Congress Moves to Extend the HEAR Act as Tate Modern Plans a David Hockney Opera Spectacle for 2027
A U.S. bill meant to smooth the path for returning Nazi-looted art is moving again through Congress, even as a new round of amendments is prompting debate over how far American courts should reach. At the same time, Tate Modern has announced that British artist David Hockney will take over the museum’s vast Turbine Hall with an immersive presentation of his opera set designs, part of a major 2027 program that also brings new attention to artists from Sonia Boyce to Edvard Munch.
House Passes Updated HEAR Act, Sending It to President Trump
On Monday, the House of Representatives adopted an updated version of the HEAR Act, the bipartisan legislation designed to make it easier for families to pursue restitution claims for artworks looted during the Nazi era. The measure now heads to President Trump for approval.
The original HEAR Act, enacted in 2016, was intended to address a recurring obstacle in restitution cases: statutes of limitations that can bar claims even when heirs only recently discover where a work is located. That 2016 law is set to expire later this year, and the new bill would extend it.
But the latest version has also raised concerns among some observers who argue that the amendments could tilt the playing field too sharply, making it difficult for current owners of potentially looted works to mount a fair defense.

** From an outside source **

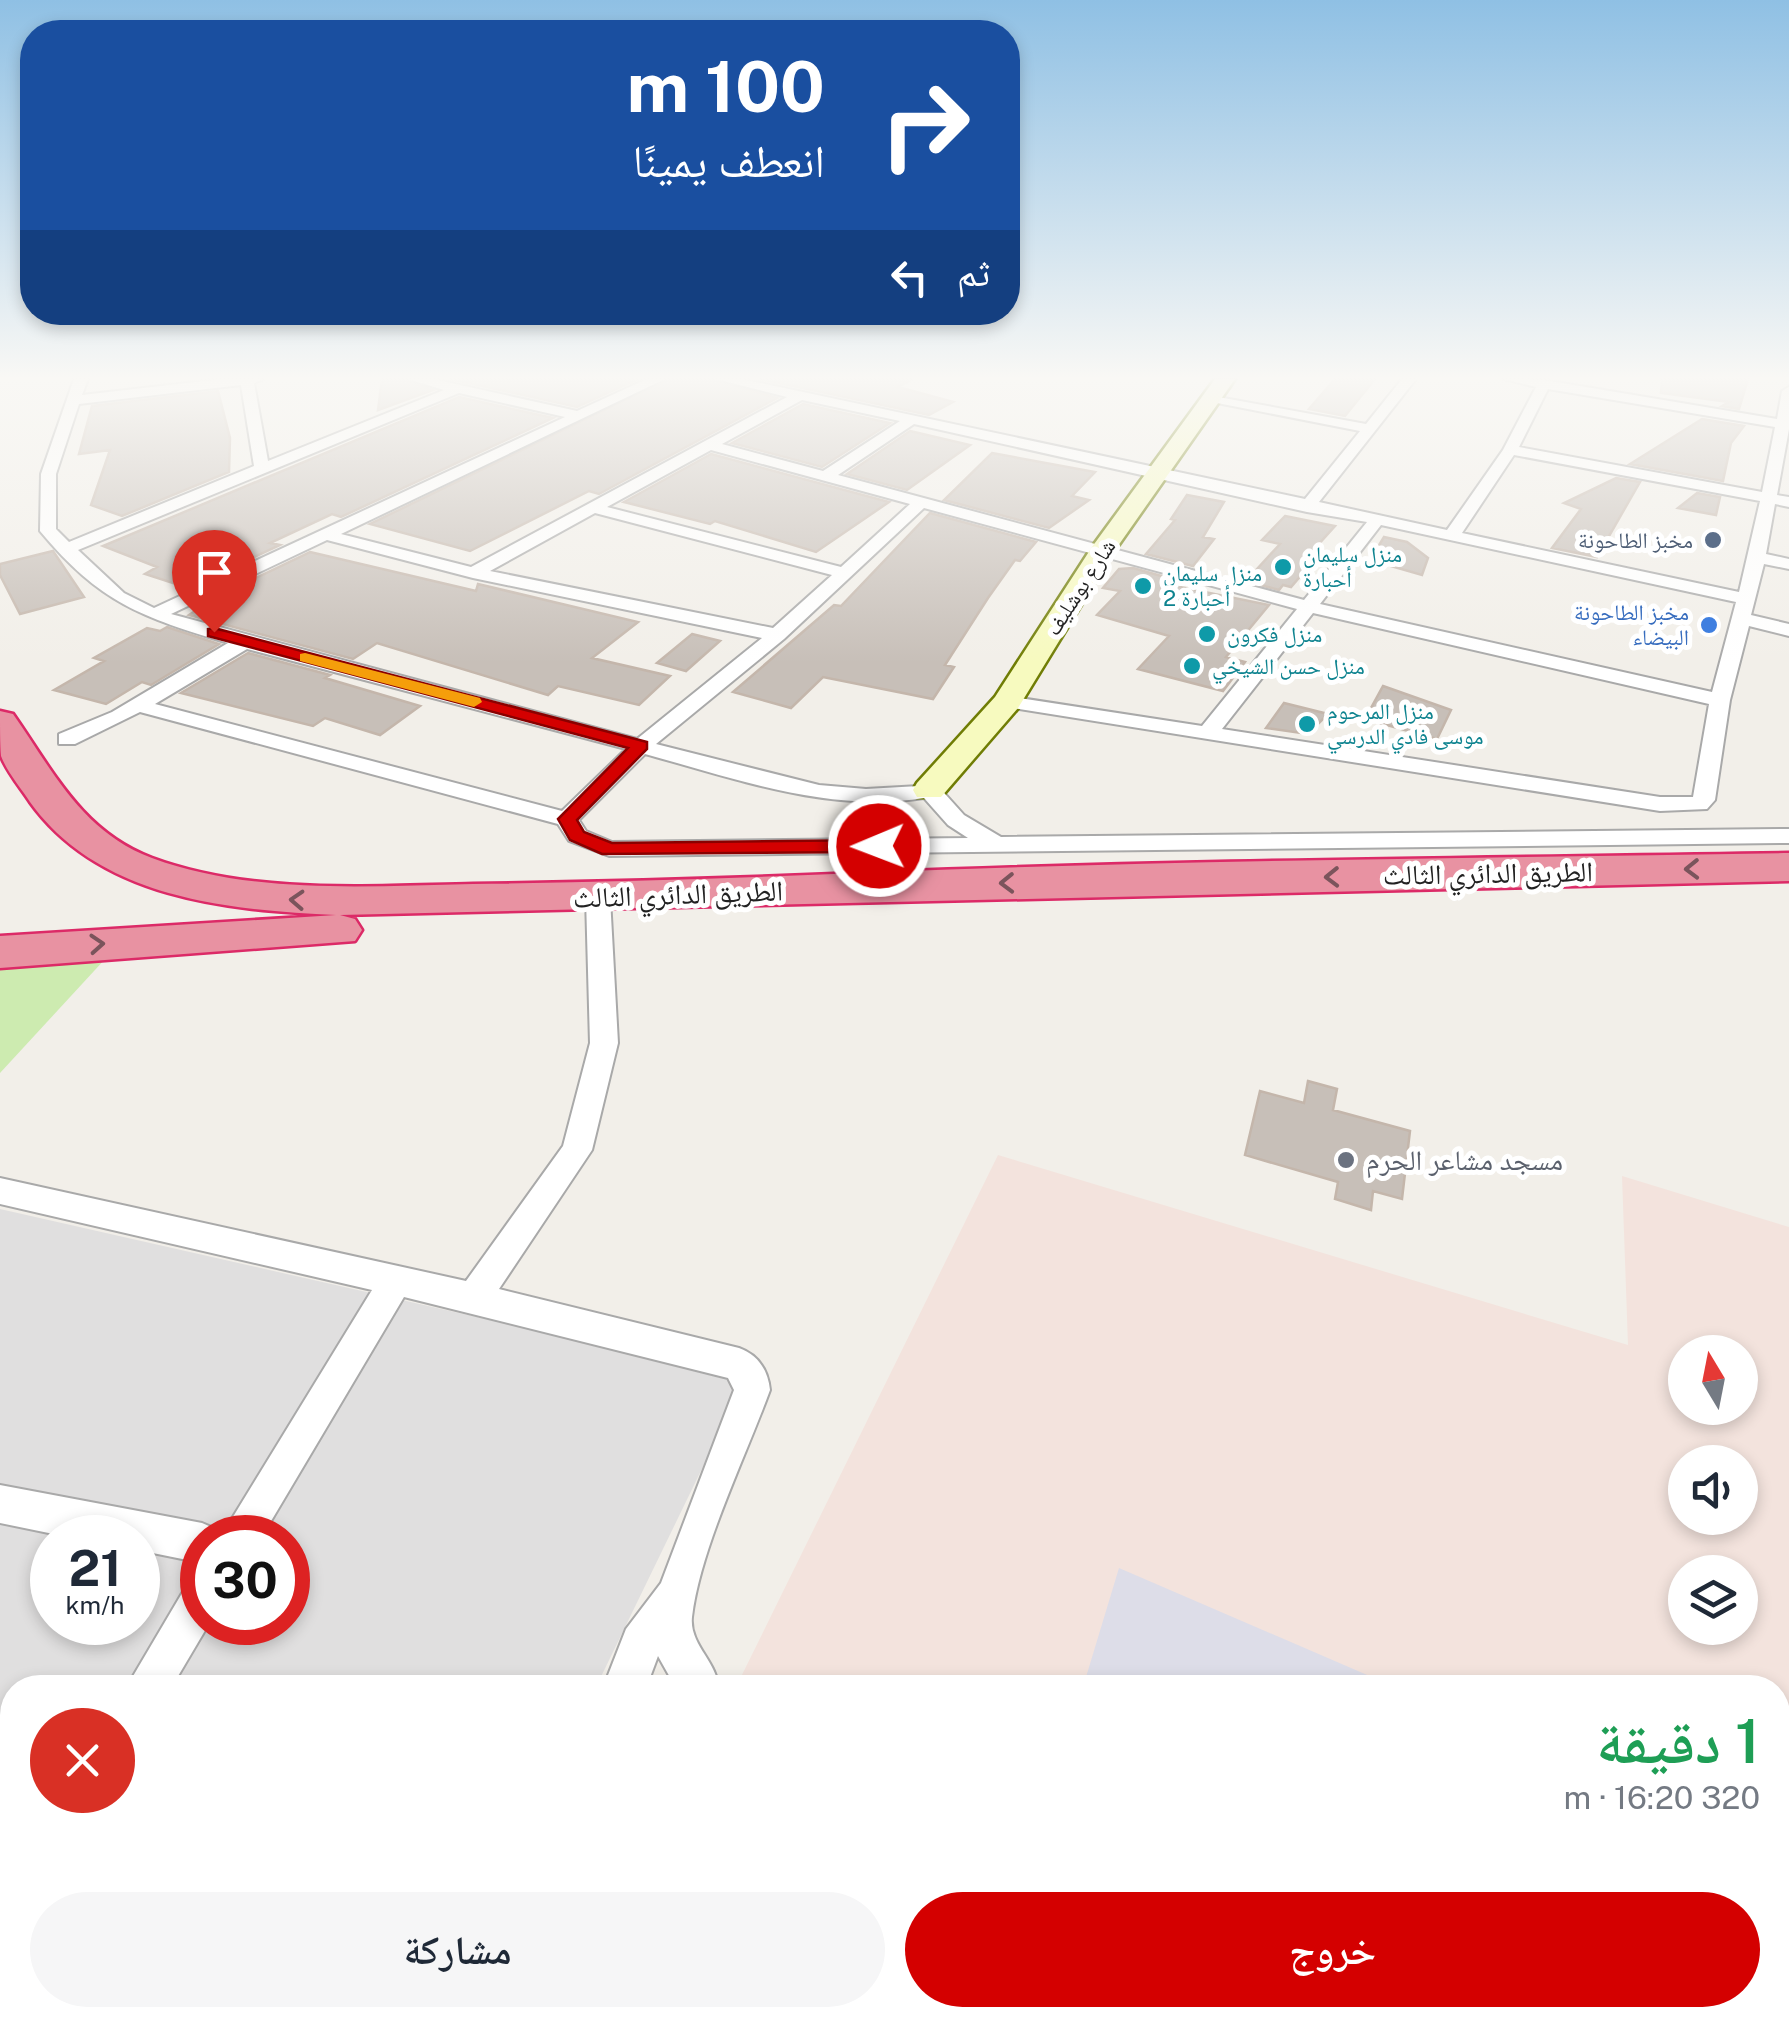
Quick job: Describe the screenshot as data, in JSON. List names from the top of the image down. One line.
{"streets":{"highway":["الطريق الدائري الثالث"],"street":["شارع بوشليف"]},"places":["مخبز الطاحونة","منزل سليمان أحبارة","منزل سليمان أحبارة 2","مخبز الطاحونة البيضاء","منزل فكرون","منزل حسن الشيخي","منزل المرحوم موسى فادي الدرسي","مسجد مشاعر الحرم"],"north":"top","page":{"turn":["100 m","انعطف يمينًا"],"then":"ثم","speed":"21 km/h","limit":"30","heading":["1 دقيقة","320 m · 16:20"],"buttons":["خروج","مشاركة"]}}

One of the most closely watched changes is language stating that looted art should be treated as a violation of international law, a framing that would give the U.S. legal system jurisdiction in foreign cases. Supporters see that as a meaningful strengthening of restitution tools. “It would be a tremendous development,” attorney Nicholas O’Donnel said, pointing to its potential impact on disputes like the Guelph Treasure case, in which he represented heirs.
David Hockney to Transform Tate Modern’s Turbine Hall Into an Opera Environment
Across the Atlantic, Tate Modern is planning a very different kind of legal and cultural headline: a large-scale presentation of David Hockney’s opera set designs, created in the 1970s for works by Mozart, Wagner, and Stravinsky. The project will fill the Turbine Hall, effectively turning the museum’s cathedral-like space into a walk-through opera house.
The installation is slated for 2027, timed to celebrate Hockney’s 90th birthday. In remarks reported in connection with the announcement, Hockney described his attraction to the form with characteristic directness: “I wanted to design operas because I want to have something to look at.”
Tate’s broader 2027 program, announced alongside the Hockney news, includes a Sonia Boyce retrospective and an Edvard Munch exhibition. The museum also plans to host Claude Monet paintings for the first time, a notable addition for an institution whose identity is often tied to modern and contemporary art rather than Impressionism.
A Vatican Surprise: An El Greco Found Beneath a Forgery
In another development likely to ripple through museum conservation circles, restorers have uncovered a previously hidden painting by El Greco beneath a forged work that had been displayed in the Vatican for decades.
The newly revealed picture is a small oil painting of Christ titled “The Redeemer,” dating to the 1590s. It is now being shown in a tightly focused exhibition of two works, “El Greco in the Mirror: Two Paintings in Dialogue,” which places the rediscovered painting in conversation with a second piece.
Taken together, the week’s headlines underscore how the art world’s present tense is shaped by both spectacle and scrutiny: ambitious museum programming that reimagines how audiences encounter art, and legal and conservation efforts that continue to renegotiate what, exactly, belongs where — and why.